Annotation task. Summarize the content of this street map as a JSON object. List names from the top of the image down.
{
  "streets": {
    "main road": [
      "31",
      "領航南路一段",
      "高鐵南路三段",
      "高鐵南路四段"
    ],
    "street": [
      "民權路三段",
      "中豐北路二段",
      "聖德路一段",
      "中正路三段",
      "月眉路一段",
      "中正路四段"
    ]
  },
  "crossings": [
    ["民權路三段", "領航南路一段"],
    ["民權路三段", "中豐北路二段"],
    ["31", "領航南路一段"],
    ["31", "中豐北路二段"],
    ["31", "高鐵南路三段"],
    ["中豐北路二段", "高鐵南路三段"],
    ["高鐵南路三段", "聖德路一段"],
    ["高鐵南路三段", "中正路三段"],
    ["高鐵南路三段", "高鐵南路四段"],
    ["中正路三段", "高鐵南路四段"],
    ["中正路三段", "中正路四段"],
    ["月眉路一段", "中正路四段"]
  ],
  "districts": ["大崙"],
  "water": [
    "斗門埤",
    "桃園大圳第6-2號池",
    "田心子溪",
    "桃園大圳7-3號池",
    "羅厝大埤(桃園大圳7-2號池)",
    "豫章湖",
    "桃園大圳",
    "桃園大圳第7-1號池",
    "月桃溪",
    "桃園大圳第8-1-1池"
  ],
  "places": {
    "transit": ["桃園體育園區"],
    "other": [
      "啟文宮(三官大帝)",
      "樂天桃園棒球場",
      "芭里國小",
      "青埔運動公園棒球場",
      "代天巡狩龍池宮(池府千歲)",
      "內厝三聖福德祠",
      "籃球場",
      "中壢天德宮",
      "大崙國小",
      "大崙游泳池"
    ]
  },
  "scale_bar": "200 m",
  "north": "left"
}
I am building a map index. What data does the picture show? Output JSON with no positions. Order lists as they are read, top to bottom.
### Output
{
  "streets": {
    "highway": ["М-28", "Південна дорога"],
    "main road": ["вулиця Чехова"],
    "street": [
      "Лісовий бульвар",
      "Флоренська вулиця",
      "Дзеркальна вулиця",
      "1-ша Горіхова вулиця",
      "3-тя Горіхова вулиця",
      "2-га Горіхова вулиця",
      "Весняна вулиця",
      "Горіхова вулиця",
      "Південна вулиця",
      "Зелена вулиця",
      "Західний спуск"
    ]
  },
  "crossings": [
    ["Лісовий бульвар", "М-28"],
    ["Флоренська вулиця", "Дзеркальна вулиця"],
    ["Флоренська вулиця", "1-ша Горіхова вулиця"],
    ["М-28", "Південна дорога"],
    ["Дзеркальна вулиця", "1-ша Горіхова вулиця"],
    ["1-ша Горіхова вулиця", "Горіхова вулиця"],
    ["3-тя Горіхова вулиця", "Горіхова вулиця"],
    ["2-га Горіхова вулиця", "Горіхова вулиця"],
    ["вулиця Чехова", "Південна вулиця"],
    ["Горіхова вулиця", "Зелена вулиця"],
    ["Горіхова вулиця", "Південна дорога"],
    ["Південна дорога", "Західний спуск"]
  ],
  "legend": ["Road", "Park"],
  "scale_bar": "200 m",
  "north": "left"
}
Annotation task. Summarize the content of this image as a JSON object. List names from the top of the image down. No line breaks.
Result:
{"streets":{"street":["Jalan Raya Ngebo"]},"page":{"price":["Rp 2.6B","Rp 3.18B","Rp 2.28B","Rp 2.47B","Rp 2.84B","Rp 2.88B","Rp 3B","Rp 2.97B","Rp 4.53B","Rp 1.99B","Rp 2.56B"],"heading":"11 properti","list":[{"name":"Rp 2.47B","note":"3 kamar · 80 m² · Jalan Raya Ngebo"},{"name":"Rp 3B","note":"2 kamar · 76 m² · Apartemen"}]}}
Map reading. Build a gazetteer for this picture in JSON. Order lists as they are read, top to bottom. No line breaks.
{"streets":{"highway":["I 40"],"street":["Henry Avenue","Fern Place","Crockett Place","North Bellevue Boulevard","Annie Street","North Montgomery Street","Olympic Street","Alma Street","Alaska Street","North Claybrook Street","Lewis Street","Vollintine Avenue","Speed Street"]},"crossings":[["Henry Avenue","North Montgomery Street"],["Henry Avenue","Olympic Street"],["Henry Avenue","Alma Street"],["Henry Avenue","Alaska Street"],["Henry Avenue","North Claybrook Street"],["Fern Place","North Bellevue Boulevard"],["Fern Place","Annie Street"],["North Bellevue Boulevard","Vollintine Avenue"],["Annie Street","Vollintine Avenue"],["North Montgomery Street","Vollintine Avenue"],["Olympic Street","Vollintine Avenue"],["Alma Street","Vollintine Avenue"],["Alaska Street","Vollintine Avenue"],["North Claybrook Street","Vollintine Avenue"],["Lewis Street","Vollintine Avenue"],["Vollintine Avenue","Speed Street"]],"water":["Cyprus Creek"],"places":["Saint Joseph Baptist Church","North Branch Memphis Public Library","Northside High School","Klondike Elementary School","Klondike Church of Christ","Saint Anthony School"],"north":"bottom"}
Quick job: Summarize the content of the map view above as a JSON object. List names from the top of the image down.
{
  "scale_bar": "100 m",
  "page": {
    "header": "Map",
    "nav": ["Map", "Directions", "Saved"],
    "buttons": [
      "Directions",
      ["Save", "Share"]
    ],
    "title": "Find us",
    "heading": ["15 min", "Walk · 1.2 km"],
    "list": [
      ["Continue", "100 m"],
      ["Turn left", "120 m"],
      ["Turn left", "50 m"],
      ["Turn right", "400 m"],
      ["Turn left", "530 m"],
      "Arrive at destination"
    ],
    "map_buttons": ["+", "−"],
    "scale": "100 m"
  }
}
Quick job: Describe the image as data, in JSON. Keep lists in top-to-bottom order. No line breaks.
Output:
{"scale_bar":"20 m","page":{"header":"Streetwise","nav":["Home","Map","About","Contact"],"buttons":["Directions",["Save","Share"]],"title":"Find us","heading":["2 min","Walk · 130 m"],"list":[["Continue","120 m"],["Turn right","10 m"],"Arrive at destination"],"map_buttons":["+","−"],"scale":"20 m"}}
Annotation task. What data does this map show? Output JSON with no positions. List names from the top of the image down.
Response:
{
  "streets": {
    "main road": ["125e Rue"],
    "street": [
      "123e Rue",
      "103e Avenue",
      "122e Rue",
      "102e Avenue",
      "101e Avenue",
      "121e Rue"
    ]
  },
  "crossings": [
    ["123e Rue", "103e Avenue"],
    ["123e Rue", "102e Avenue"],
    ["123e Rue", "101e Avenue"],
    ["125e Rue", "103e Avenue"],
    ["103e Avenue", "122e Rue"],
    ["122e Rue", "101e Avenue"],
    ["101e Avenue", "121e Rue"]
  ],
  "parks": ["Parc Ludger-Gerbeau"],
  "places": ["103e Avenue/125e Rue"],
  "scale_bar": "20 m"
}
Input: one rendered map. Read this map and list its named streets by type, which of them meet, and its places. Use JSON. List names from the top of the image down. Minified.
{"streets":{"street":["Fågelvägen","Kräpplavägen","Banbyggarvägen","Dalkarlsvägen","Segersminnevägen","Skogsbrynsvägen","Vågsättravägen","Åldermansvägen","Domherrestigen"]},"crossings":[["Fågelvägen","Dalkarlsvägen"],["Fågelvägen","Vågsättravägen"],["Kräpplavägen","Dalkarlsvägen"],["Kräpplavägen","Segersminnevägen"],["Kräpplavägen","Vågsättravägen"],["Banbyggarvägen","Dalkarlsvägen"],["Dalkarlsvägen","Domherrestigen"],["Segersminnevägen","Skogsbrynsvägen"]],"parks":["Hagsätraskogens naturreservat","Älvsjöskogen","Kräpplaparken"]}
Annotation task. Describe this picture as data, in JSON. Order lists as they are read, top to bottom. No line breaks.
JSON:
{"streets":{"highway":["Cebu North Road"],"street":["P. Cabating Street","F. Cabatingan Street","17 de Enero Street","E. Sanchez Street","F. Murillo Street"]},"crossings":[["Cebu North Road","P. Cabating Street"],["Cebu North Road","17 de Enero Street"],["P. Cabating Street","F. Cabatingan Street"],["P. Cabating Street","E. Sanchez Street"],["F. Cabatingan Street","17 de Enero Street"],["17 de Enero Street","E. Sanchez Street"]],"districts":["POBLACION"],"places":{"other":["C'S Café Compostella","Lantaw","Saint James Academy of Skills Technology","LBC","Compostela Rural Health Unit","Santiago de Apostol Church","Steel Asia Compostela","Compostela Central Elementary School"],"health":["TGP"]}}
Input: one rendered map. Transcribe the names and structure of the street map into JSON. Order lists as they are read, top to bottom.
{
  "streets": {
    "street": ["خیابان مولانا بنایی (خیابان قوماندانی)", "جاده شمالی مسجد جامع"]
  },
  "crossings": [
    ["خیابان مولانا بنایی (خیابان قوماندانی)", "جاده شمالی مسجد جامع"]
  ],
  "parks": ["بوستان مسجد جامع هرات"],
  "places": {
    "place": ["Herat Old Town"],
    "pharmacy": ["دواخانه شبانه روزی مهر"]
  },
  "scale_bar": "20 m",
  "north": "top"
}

**What you need to do:** Say how many lines in the entries above contain the string "show", offering no other words.

**Response to the exercise:** 2